Source data >>
******************************
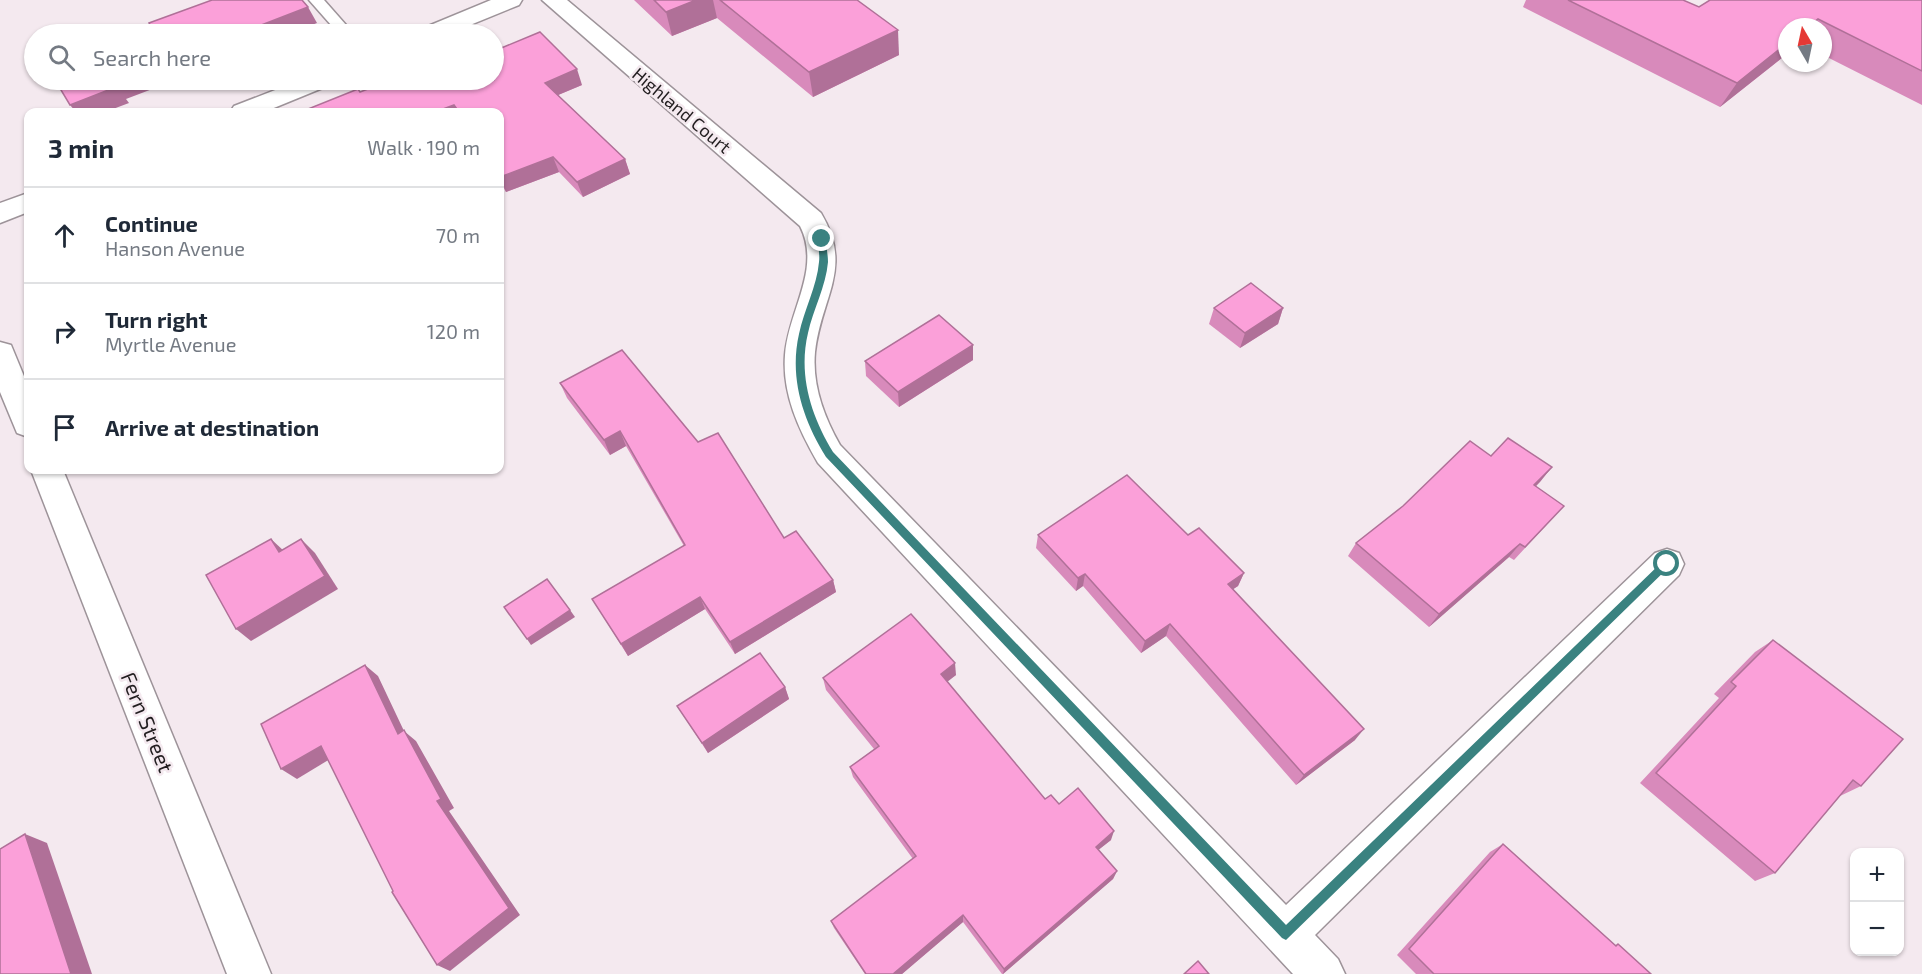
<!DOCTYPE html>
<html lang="en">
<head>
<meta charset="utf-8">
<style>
  :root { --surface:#fff; --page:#f6f6f7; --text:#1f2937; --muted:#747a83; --line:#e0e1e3 }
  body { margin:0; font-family:"Exo 2",sans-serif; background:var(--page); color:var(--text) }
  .controls { position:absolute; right:18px; bottom:18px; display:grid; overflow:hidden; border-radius:12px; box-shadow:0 2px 4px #0004 }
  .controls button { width:54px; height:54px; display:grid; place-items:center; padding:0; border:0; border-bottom:2px solid var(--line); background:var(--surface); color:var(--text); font:30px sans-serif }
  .compass { position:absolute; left:1778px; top:18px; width:54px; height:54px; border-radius:50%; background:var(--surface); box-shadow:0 2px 4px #0004; rotate:351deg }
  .stop { position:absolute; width:18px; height:18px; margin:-14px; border:4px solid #3a8280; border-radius:50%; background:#fff }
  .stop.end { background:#3a8280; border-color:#fff; box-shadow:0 2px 6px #0008 }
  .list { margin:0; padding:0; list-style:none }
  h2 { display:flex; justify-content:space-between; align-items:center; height:78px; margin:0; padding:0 24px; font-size:26px }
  h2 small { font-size:20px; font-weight:400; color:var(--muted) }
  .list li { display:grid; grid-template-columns:39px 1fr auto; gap:18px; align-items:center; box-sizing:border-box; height:96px; padding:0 24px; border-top:2px solid var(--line) }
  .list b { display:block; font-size:22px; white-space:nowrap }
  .list p { margin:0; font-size:20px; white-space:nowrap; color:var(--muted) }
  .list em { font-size:20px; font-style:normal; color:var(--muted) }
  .icon { flex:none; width:33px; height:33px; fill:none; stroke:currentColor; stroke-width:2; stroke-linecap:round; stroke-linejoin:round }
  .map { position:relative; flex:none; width:1922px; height:974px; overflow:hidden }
  .search { position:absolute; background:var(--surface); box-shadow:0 2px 4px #0004; left:24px; top:24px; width:480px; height:66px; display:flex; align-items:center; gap:15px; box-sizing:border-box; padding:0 21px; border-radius:33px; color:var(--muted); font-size:22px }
  .panel { position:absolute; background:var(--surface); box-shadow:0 2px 4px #0004; left:24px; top:108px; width:480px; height:366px; border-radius:12px }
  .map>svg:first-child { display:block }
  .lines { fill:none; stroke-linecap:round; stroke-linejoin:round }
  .lane-casing { stroke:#9d9399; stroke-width:3 }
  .street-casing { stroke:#9d9399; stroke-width:3 }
  .lane { fill:#fff; fill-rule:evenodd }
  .street { fill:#fff; fill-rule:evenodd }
  .wall { fill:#d88abb }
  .shaded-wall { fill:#b07098 }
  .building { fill:#fba0d9; stroke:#b07098; stroke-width:1.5 }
  .route { fill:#3a8280 }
  .labels { text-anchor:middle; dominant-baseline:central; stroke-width:5; stroke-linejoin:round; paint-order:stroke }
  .far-street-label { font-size:18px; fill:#221e20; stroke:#f4e9ef }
  .street-label { font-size:21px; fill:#221e20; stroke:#f4e9ef }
</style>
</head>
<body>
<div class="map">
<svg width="1922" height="974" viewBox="0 0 1922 974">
  <rect width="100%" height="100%" fill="#f4e9ef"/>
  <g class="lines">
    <g class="lane-casing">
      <polygon id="lane" points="309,0 324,0 354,34 339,34"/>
    </g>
    <g class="street-casing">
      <g id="street">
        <polygon points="491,0 522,0 519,5 448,34 417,34 421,29"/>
        <path d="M542,0H567L821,213C854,268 821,297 815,352C812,385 824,417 840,445L1286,905L1655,553L1667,549L1679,553L1684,564L1679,575L1315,935L1338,959L1345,974H1293L818,463C799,430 782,394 785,355C788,311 822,269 800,226Z"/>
        <polygon points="301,80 333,80 330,85 264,112 230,112 234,106"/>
        <polygon points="28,193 28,212 0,223 0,203"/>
        <polygon points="0,342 11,345 28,386 28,437 17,433 0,392"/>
        <polygon points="31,470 63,470 271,974 227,974"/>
      </g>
    </g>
    <use href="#lane" class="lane"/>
    <use href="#street" class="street"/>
  </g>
  <g class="wall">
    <polygon points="634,0 857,0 899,55 813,97 717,18 672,36"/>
    <polygon points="1526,0 1683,0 1699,7 1922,0 1922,105 1823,55 1823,27 1787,27 1787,54 1720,107 1523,7"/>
    <polygon points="582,85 558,95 625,159 630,174 583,197 559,172 506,192 500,182 500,112 310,112 308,109 360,92"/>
    <polygon points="1214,308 1283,308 1278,324 1240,348 1209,324"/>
    <polygon points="973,360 899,407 866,376 865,361"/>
    <polygon points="560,383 698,442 784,538 833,580 836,592 735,654 705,609 628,656 592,599 684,546 626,446 610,455 567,398"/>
    <polygon points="1491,456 1552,467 1536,486 1552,519 1514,560 1509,557 1429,627 1348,556 1356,543 1403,506"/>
    <polygon points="1038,535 1188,535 1244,573 1238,586 1233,589 1355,740 1296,785 1166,636 1141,653 1083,586 1076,591 1036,548"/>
    <polygon points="1773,640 1861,786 1840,796 1775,873 1755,881 1640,783 1719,698 1714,694 1755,652"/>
    <polygon points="956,675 947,681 1045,799 1059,804 1111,840 1098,850 1117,871 1113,879 1003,974 1002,974 963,922 902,974 865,974 834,928 831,921 913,859 853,777 850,767 874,749 826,690 823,678"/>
    <polygon points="785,687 789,699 708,753 677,706"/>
    <polygon points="1503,844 1615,945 1618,944 1651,974 1416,974 1397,955 1490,852"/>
  </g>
  <g class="shaded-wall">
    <polygon points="696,0 713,0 717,18 672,36 666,12"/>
    <polygon points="308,7 317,23 289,34 238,34"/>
    <polygon points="1818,19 1812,27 1808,27"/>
    <polygon points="898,30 899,55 813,97 809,72"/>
    <polygon points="1787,43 1787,54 1720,107 1737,83"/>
    <polygon points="577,69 582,85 551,98 545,83"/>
    <polygon points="123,80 176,80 126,99 129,103 105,112 76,112 70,105"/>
    <polygon points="454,105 458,112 435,112"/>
    <polygon points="553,157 559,172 506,192 500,177"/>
    <polygon points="625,159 630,174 583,197 577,182"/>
    <polygon points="1283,308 1278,324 1240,348 1245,333"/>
    <polygon points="973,345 973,360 899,407 898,392"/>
    <polygon points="620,431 626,446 610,455 604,440"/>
    <polygon points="1552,467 1540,482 1523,499 1534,485"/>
    <polygon points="271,539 285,552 279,552"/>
    <polygon points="301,539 315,553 338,589 251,641 236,629"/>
    <polygon points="1520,544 1509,557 1429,627 1439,614"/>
    <polygon points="1244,573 1238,586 1223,596 1228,584"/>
    <polygon points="1085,574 1083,586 1076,591 1078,578"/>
    <polygon points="833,580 836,592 735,654 730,642"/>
    <polygon points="700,597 705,609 628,656 621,644"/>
    <polygon points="570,610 575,617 531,645 527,639"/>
    <polygon points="1170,624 1166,636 1141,653 1145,641"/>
    <polygon points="955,663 956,675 942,686 941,674"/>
    <polygon points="365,665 378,676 404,731 416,741 454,808 449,811 520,915 450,971 437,965 437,801 398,734"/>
    <polygon points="785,687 789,699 708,753 702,743"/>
    <polygon points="1364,729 1355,740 1296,785 1304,775"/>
    <polygon points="321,746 335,756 297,779 281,769"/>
    <polygon points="1114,831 1111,840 1092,855 1096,847"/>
    <polygon points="25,834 47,843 92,974 71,974"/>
    <polygon points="1117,871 1113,879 1003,974 1004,969"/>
    <polygon points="963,915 963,922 902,974 893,974"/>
  </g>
  <g class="building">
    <polygon points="212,0 302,0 308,7 238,34 136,34 152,29 149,23"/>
    <polygon points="654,0 696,0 666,12"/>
    <polygon points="720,0 857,0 898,30 809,72"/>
    <polygon points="1568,0 1683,0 1699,7 1710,0 1922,0 1922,71 1818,19 1808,27 1787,27 1787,43 1737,83"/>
    <polygon points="540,32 577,69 545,83 625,159 577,182 553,157 500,177 500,112 459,112 454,105 435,112 311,112 308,109 358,89 360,92 391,80 494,80 494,51"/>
    <polygon points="55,80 123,80 114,83 116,87 70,105"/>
    <polygon points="1251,283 1283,308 1245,333 1214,308"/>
    <polygon points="939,315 973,345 898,392 865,361"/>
    <polygon points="622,350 698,442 718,433 784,538 796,531 833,580 730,642 700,597 621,644 592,599 685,545 620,431 604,440 560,383"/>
    <polygon points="1508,438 1552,467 1534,485 1564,506 1525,547 1520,544 1439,614 1356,543 1403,506 1470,441 1491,456"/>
    <polygon points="1127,475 1188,535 1199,528 1244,573 1228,584 1364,729 1304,775 1170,624 1145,641 1085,574 1078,578 1038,535"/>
    <polygon points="271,539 279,552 301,539 325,576 236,629 206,575"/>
    <polygon points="547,579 570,610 527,639 504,607"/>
    <polygon points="911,614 955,663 941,674 1045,799 1051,795 1059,804 1078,788 1114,831 1096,847 1117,871 1004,969 963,915 893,974 866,974 831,921 916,856 850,767 879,746 823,678"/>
    <polygon points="1773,640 1903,739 1861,786 1853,780 1775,873 1656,773 1736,686 1731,682"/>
    <polygon points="760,653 785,687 702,743 677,706"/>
    <polygon points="365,665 398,734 404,730 441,799 437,801 509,908 437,965 392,892 393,891 321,746 281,769 261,724"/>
    <polygon points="25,834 71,974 0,974 0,849"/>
    <polygon points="1503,844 1616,946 1618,944 1651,974 1434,974 1409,949"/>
    <polygon points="1198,961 1209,974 1184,974"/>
  </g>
  <path class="route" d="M822,236L826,239C826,246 828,255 828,262C826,286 813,310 808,333C798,375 811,416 833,452L1286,925L1663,561H1670L1672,564L1286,940L1282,938L826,457C803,420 789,378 799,334C804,310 817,286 819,262C820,255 818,247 818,239Z"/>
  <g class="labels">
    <g class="far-street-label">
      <text transform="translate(682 110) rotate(40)">Highland Court</text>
    </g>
    <g class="street-label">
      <text transform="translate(148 722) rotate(68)">Fern Street</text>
    </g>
  </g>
</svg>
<div class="controls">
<button>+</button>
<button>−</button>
</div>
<svg class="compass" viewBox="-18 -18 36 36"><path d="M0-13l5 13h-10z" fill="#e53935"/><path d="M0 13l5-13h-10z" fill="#747a83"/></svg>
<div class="stop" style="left:1667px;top:564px"></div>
<div class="stop end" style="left:822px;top:239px"></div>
<div class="search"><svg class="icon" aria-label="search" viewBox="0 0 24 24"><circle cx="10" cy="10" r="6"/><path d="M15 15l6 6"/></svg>Search here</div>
<section class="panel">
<h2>3 min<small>Walk · 190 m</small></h2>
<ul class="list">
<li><svg class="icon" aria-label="ahead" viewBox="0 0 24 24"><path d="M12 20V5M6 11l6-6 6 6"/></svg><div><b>Continue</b><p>Hanson Avenue</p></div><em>70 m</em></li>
<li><svg class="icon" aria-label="right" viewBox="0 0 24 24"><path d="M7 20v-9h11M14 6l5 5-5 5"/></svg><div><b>Turn right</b><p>Myrtle Avenue</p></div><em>120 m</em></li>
<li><svg class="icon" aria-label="arrive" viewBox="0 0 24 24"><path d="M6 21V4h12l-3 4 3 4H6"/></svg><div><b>Arrive at destination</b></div></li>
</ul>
</section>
</div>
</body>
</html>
******************************
What to work on >> Within the data above, the span starting at the line containing "background:#3a8280; border-color:#fff; box-shadow:0" and ending at the line containing "margin:0; font-size:20px; white-space:nowrap;" is to be retyped exactly, with no other lines.

Answer to this task >>
  .stop.end { background:#3a8280; border-color:#fff; box-shadow:0 2px 6px #0008 }
  .list { margin:0; padding:0; list-style:none }
  h2 { display:flex; justify-content:space-between; align-items:center; height:78px; margin:0; padding:0 24px; font-size:26px }
  h2 small { font-size:20px; font-weight:400; color:var(--muted) }
  .list li { display:grid; grid-template-columns:39px 1fr auto; gap:18px; align-items:center; box-sizing:border-box; height:96px; padding:0 24px; border-top:2px solid var(--line) }
  .list b { display:block; font-size:22px; white-space:nowrap }
  .list p { margin:0; font-size:20px; white-space:nowrap; color:var(--muted) }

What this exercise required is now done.